I considered myself lucky. Elephants carry their babies for almost a two year period. Baby elephants are cute. They wiggle their trunks and meander learning to walk among the herd. I had a toy elephant from childhood that I would gift my child. An intense contraction disrupted my daydreaming. Rob stroked my arm and whispered nonsense. He had no idea what a contraction felt like. I clenched my jaw. Seahorses became my favourite animal. The males give birth. My nails dug into his hand.
“I’ll get you some ice chips,” he said, leaving me alone in the bed.
I focused on the overhead clock as the second-hand clicked. One Mississippi, two Mississippi, three… Sigourney Weaver had it easy! That alien she delivered didn’t torture her for twelve excruciating hours. All three movies combined were barely over six hours.
The doctor arrived. I spotted his balding head and followed instructions. In a matter of minutes a blanket of bliss warmed me.
“Dad, you want to cut the cord?” The physician offered the clamps to Rob.

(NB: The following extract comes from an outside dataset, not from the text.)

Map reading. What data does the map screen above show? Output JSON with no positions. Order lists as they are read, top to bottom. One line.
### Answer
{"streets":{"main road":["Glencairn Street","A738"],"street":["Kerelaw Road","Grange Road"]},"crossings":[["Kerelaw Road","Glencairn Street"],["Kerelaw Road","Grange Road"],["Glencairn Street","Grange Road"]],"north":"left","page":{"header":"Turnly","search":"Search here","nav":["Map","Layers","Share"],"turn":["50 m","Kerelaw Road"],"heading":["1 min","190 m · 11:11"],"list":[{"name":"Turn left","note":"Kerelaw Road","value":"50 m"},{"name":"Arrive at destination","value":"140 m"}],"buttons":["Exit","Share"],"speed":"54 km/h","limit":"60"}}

The soft cries of my newborn were a thousand times better than any elevator music. I basked in the afterglow of delivery. Nobody told me all my hormones would spike, like a teenager set loose at a Rave. When the swaddled babe was set in my arms, I instinctively pressed my lips to her fuzzy head. Her face was splotchy. Her tiny fingers wizened. She was perfect. A plastic hospital bracelet circled her wrist. We were no longer attached by the umbilical cord and yet we’re joined forever. Nobody told me the abundance of joy I’d feel cradling this miniature human. My closed lipped smile contained my emotions.
Although I wasn’t looking my best after giving birth, I was eager to capture the moment in Kodak colour. Welcome to the world, baby! The scent of baby hasn’t been trapped in a designer perfume bottle, and yet nuzzling my infant’s supple skin was intoxicating. Heaven. Decades later, I read researchers believe the newborn scent induces a release of dopamine, and subsequently influences mothers to stay within reach of their baby. There were no adequate words to describe what I felt as I transitioned to the role of mother. Regardless of all the discoveries I encountered during my first pregnancy, I still had a million ‘first-times’ ahead.
I was the cheerleader who jumped for joy with my daughter’s first steps. No tears for me when she sat in the classroom for day one of school. Seize the day, little one! Education is your key to unlock the world. Photos captured her first dance recital where she twirled in her pink tutu. A proud mother clapped when she crossed the graduation stage and got accepted into university. We practiced interview questions prior to her first job. I’ve watched her mature from a young girl to an independent woman. Lucky me. My need to squeeze her tight and sign texts with ‘love Mummy’ is still instinctive.
From my perspective, motherhood is the gift that keeps on giving. It’s uncharted territory, with mountains to climb and experiences to savour. The rewards and joy are in the journey. On the day she was born we took numerous photos. I wanted to remember every little detail. Centuries earlier, before cameras were invented, new mothers weren’t as fortunate to document the day. In Italy, during the sixteenth century, if you were married to a wealthy nobleman, you might hire a painter to commemorate the birth.
Historians believe the Mona Lisa is a depiction of noblewoman Lisa del Giocondo, the wife of Florentine silk merchant Francesco del Giocondo. It’s believed the art was commissioned to celebrate the birth of the couple’s second child. We will never truly know what Mona Lisa was smiling about in that masterpiece painting. However, it wouldn’t surprise me if she’s enjoying the glow of childbirth. I believe some learned person told her the smile of motherhood is priceless.